Many of us are familiar with the French Post Office. In many ways the French have been in advance of our own methods. It is only since 1897 that we have had in this country a complete system of rural posts, but as early as 1830 a law was passed in France, that in every village where there was no post office, there should at least be a delivery of letters every two days. In 1877 the Chief of the French Post Office could say with justice that the rural delivery in France was the most perfect in the world. The real hero of the French Postal Service, it has been said, is the rural postman. From year's end to year's end he trudges on, without a rest even on the greatest holidays. In France nothing less than a revolution stops the postman's rounds, and even then he has often been seen, bag in hand, smiling on the summits of barricades with the bullets whistling around him.

The most stirring times in the history of the French Post Office were during the war of 1870-71. The efforts to maintain the postal system led to acts of great heroism on the part of the officials. The first expedient was to organise a pigeon service carrying microscopic despatches, prepared by the aid of photographic appliances. On their arrival in Paris these were flattened out and thrown by means of the electric lantern on to a screen, copied by clerks, and despatched to their destination. The number of postal pigeons employed was 313. The second expedient was to establish a regular system of postal balloons, fifty-one being employed for letter service and six for telegraphic service. These were very successful, in spite of the building by Krupp of twenty guns, supplied with telescopic apparatus, for the destruction of the balloons. The bravery of the French balloon postmen was only equalled by that of many of the ordinary letter carriers, who conveyed letters through the catacombs and quarries of Paris and its suburbs, and, under various disguises, often through the midst of the Prussian army. Several lost their lives in the discharge of their duties. The eagerness of the Germans to defeat the schemes of the brave Frenchmen is illustrated by the fact that they employed hawks to catch the postal pigeons.

France has lagged behind Great Britain in other directions. The French Postal Savings Banks only date from 1881, although from 1875, the post offices had been used as agencies for existing banks. But we must remember that the French Government has for years offered special facilities to the small investor in “Rentes,” the equivalent of Consols in this country, and the special need of a State Savings Bank was not so marked as in this country. The French Postal Telegraph system was established nearly ten years after the British system, but on the other hand there have been postal telephones in France since 1879.

The Parcel Post is managed differently in France from this country. The service is carried on under the control of the Post Office by railway and steamship companies. Parcels are not accepted at post offices except in places distant from railway stations, and in Paris and important towns they are taken in at special parcel booking offices.

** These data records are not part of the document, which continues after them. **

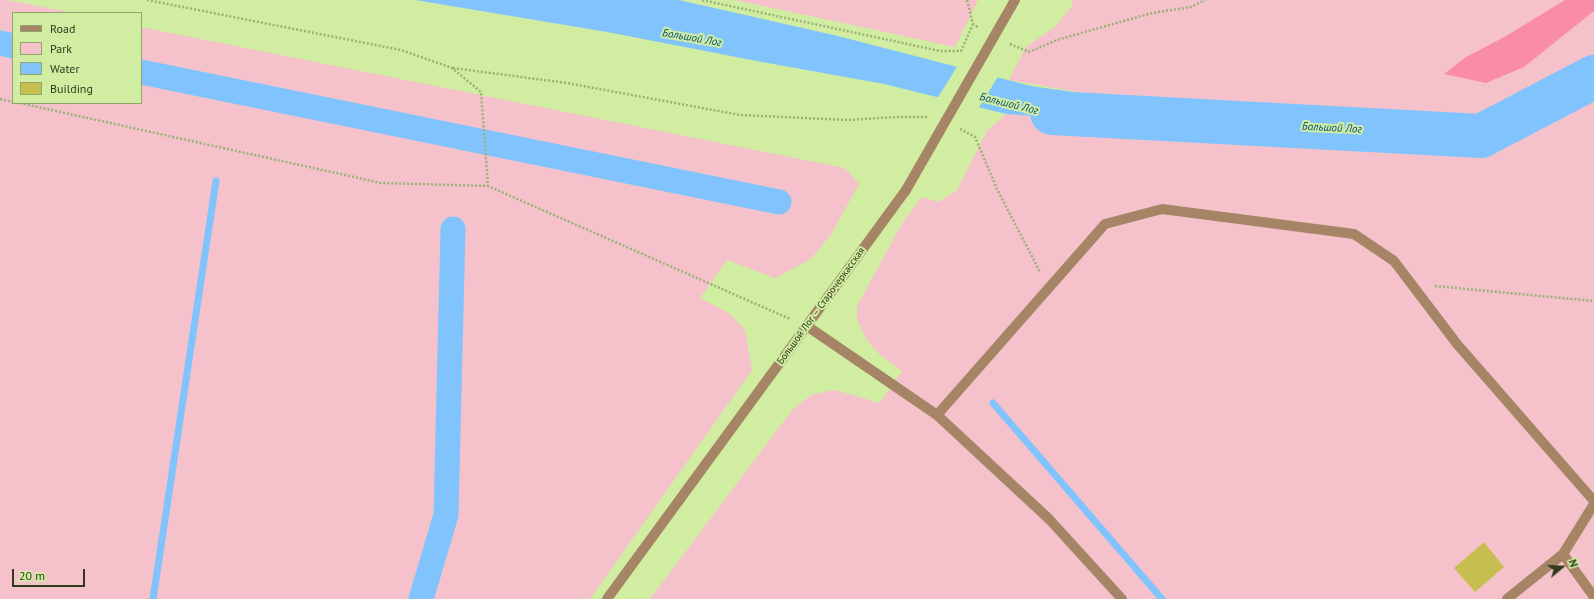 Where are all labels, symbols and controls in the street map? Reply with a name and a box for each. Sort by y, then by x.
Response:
legend [12,12,142,104]
text: Road [50,21,75,36]
water label: Большой Лог [661,26,723,50]
text: Park [50,41,72,56]
text: Water [50,61,80,76]
text: Building [50,81,93,96]
water label: Большой Лог [978,90,1040,118]
water label: Большой Лог [1302,120,1362,136]
street label: Большой Лог – Старочеркасская [774,245,868,367]
north arrow [1542,547,1582,587]
text: N [1566,557,1581,569]
scale bar [14,561,87,587]
text: 20 m [19,568,45,583] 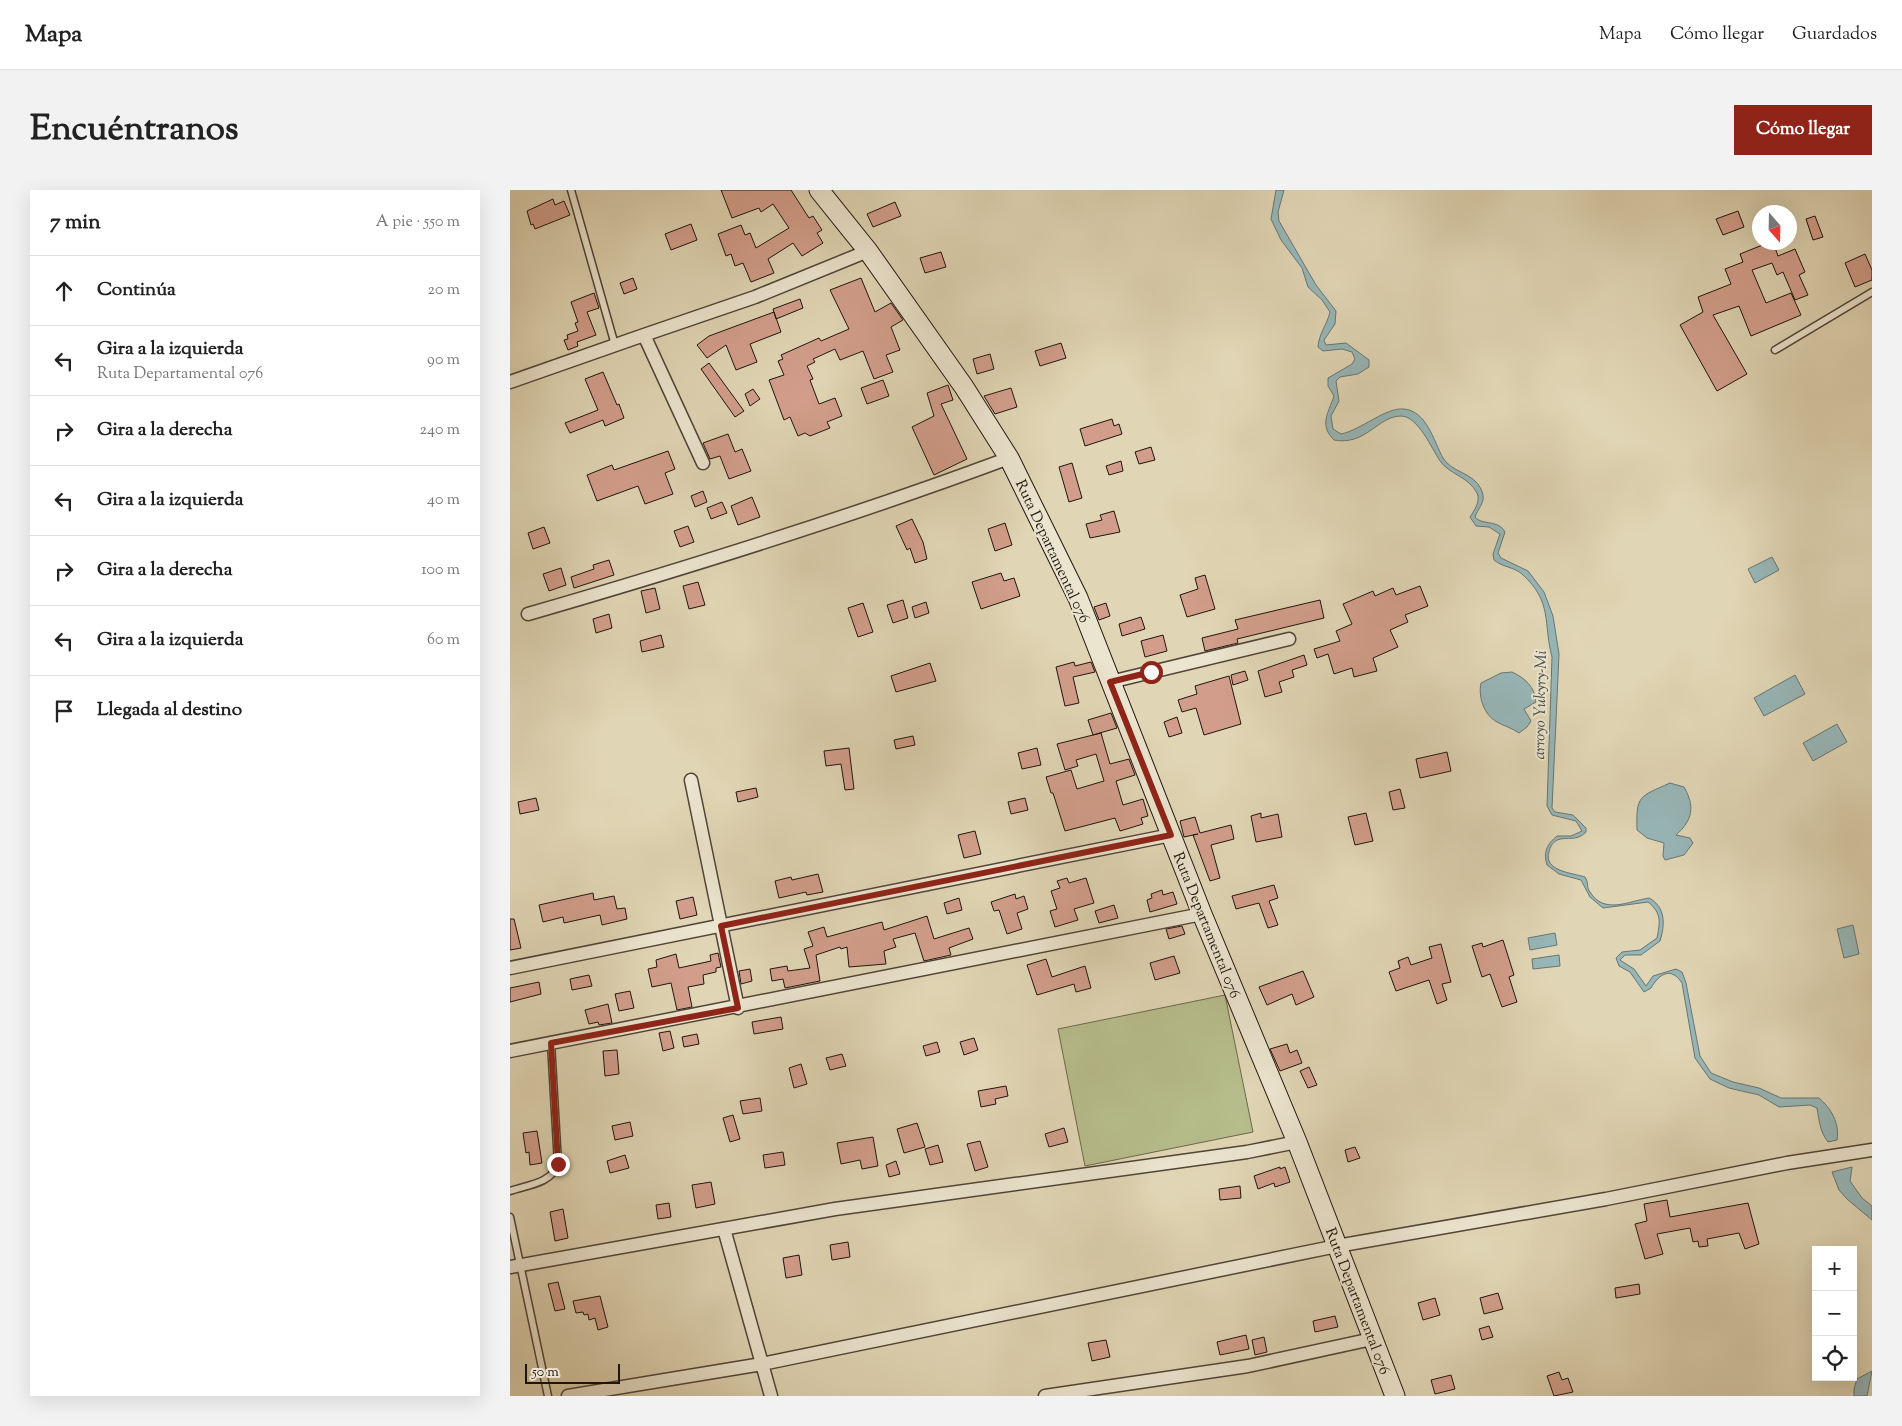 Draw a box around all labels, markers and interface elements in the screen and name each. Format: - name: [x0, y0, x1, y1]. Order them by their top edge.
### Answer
- text: Mapa: [25, 18, 82, 52]
- text: Mapa: [1599, 22, 1642, 48]
- text: Cómo llegar: [1670, 22, 1764, 48]
- text: Guardados: [1792, 22, 1877, 48]
- text: Encuéntranos: [30, 105, 239, 156]
- button: Cómo llegar: [1734, 105, 1872, 155]
- north arrow: [1752, 205, 1797, 250]
- text: 7 min: [50, 208, 101, 238]
- text: A pie · 550 m: [376, 211, 460, 234]
- icon: ahead: [50, 277, 78, 305]
- text: Continúa: [97, 277, 176, 304]
- text: 20 m: [427, 279, 460, 302]
- text: Gira a la izquierda: [97, 336, 243, 363]
- icon: left: [50, 347, 78, 375]
- text: 90 m: [427, 349, 460, 372]
- text: Ruta Departamental 076: [97, 363, 263, 386]
- icon: right: [50, 417, 78, 445]
- text: Gira a la derecha: [97, 417, 232, 444]
- text: 240 m: [419, 419, 460, 442]
- street label: Ruta Departamental 076: [1009, 477, 1094, 627]
- icon: left: [50, 487, 78, 515]
- text: Gira a la izquierda: [97, 487, 243, 514]
- text: 40 m: [427, 489, 460, 512]
- icon: right: [50, 557, 78, 585]
- text: Gira a la derecha: [97, 557, 232, 584]
- text: 100 m: [421, 559, 460, 582]
- icon: left: [50, 627, 78, 655]
- text: Gira a la izquierda: [97, 627, 243, 654]
- text: 60 m: [427, 629, 460, 652]
- water label: arroyo Yukyry-Mi: [1529, 650, 1554, 760]
- route start: [1140, 661, 1163, 684]
- icon: arrive: [50, 697, 78, 725]
- text: Llegada al destino: [97, 697, 242, 724]
- street label: Ruta Departamental 076: [1167, 849, 1245, 1002]
- route end: [547, 1153, 570, 1176]
- street label: Ruta Departamental 076: [1319, 1225, 1394, 1378]
- map controls: [1812, 1246, 1857, 1381]
- button: +: [1812, 1246, 1857, 1291]
- button: −: [1812, 1291, 1857, 1336]
- button: locate: [1812, 1336, 1857, 1381]
- scale bar: [525, 1361, 620, 1384]
- text: 50 m: [532, 1363, 559, 1383] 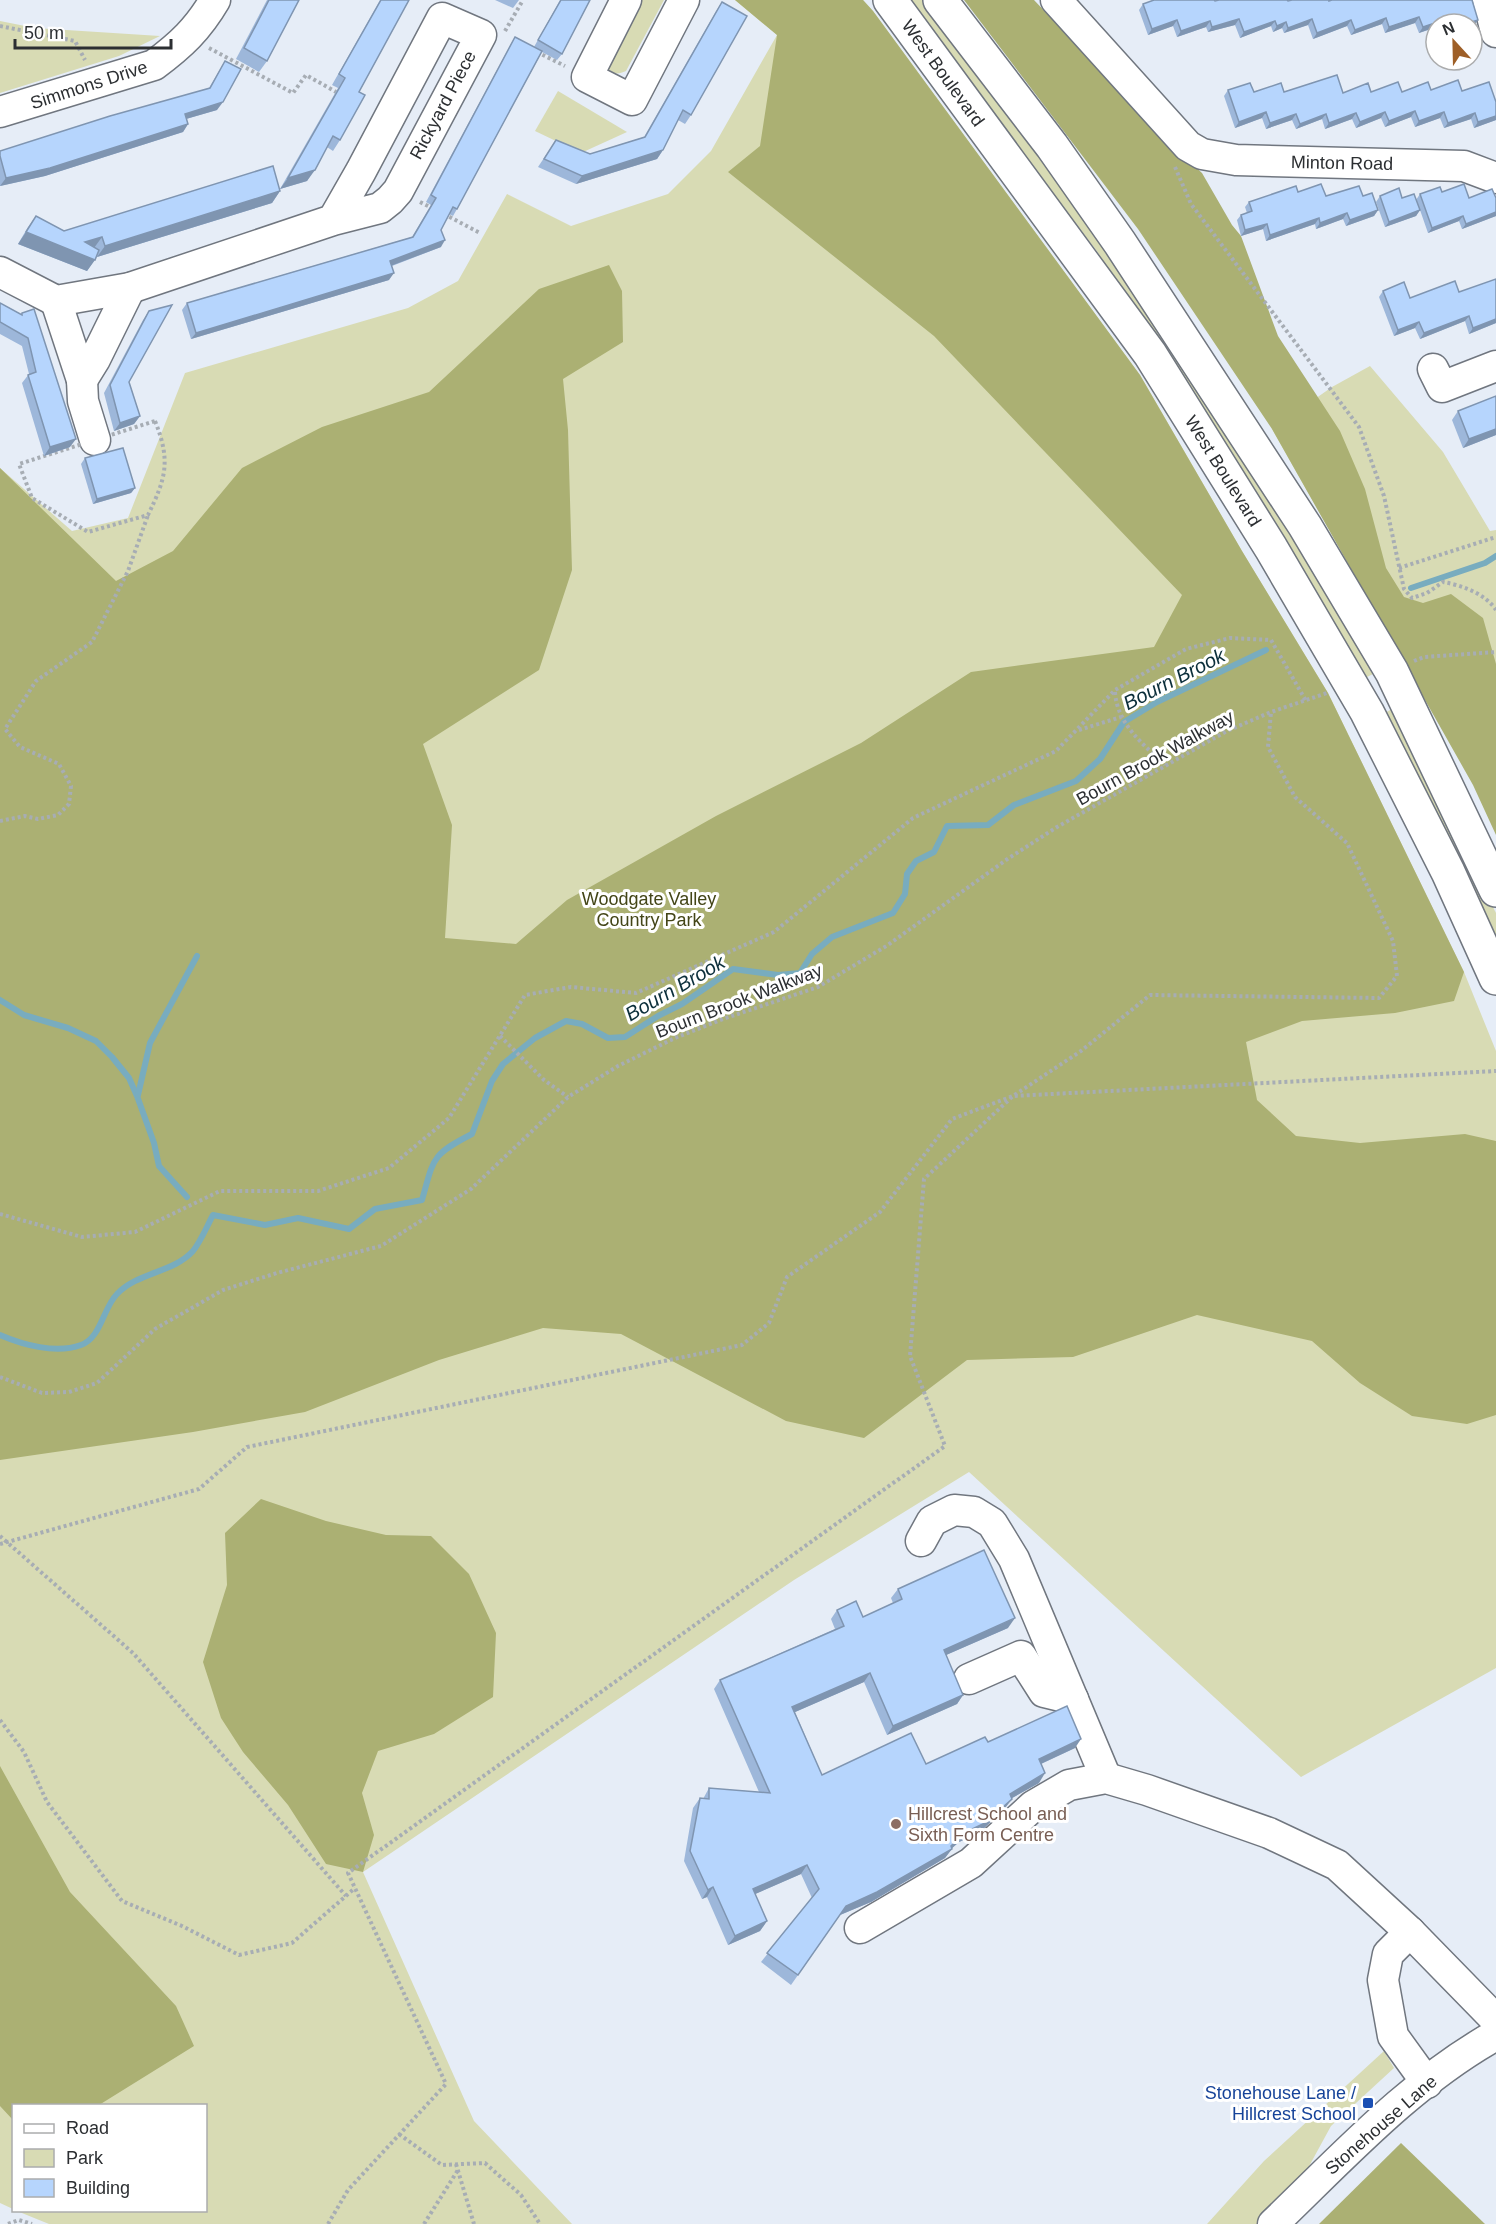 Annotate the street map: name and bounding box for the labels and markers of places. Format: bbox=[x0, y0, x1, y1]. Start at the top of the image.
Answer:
place label: Hillcrest School and Sixth Form Centre bbox=[908, 1804, 1067, 1845]
marker: Hillcrest School and Sixth Form Centre bbox=[889, 1817, 903, 1831]
place label: Stonehouse Lane / Hillcrest School bbox=[1205, 2083, 1356, 2124]
marker: Stonehouse Lane / Hillcrest School bbox=[1361, 2096, 1375, 2110]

Neither are parcels delivered by the Post Office but by the railway companies.

Then in France there is a postal service called “Valeurs à recouvrer.” Everybody is allowed to deposit bills at a post office for collection. This is a great convenience and very practical. You enclose the bill, or the invoice or draft which you want to be paid, in a special envelope called “Enveloppe de valuer à recouvrer,” and you hand it to an officer of the Post Office. A certificate of the posting must be obtained. When the bill or invoice has been paid by the addressee, the Department sends you a money order which can be cashed at any post office.

The French Post Office also supplies card money orders payable not at a post office, but at the payee's address.

The Spanish Post Office is trying. Spain is a thinly populated country, with comparatively few large towns, and if you travel off the beaten track you will meet all kinds of inconveniences. A Spanish post office is usually superior to so petty a trade as the sale of stamps: you obtain these at the shops. Moreover, though other postal business is transacted at the Post Office, there are certain hours set apart for different kinds of business. A Spanish post office may be open from nine until ten for the registration of letters, from ten until eleven for the sale of postal orders, from eleven until noon for the payment of postal orders, and so on. This is the Spaniard's idea of simplifying business, not only for the public, but the official. The Spanish postal official is often a poorly paid and rather badly used individual. The postmaster of a large town in the Canary Islands confessed to a friend of mine, who was postmaster of a big city in the United Kingdom, that his salary was less than a third of the Englishman's. And he added, “I don't even get that as a rule unless I go to Madrid for it.”

A visitor to Grand Canary on asking for a postcard was informed that there had been none in the island for three months. The postmaster had applied to Madrid for a supply but in vain. He was probably expected to fetch his stores as well as his salary. The Spaniard, at any rate, is modest about his Post Office: he does not increase your annoyance by claiming perfection. He is one of the oldest members of the Old World, and he has not learnt the art of self-advertisement.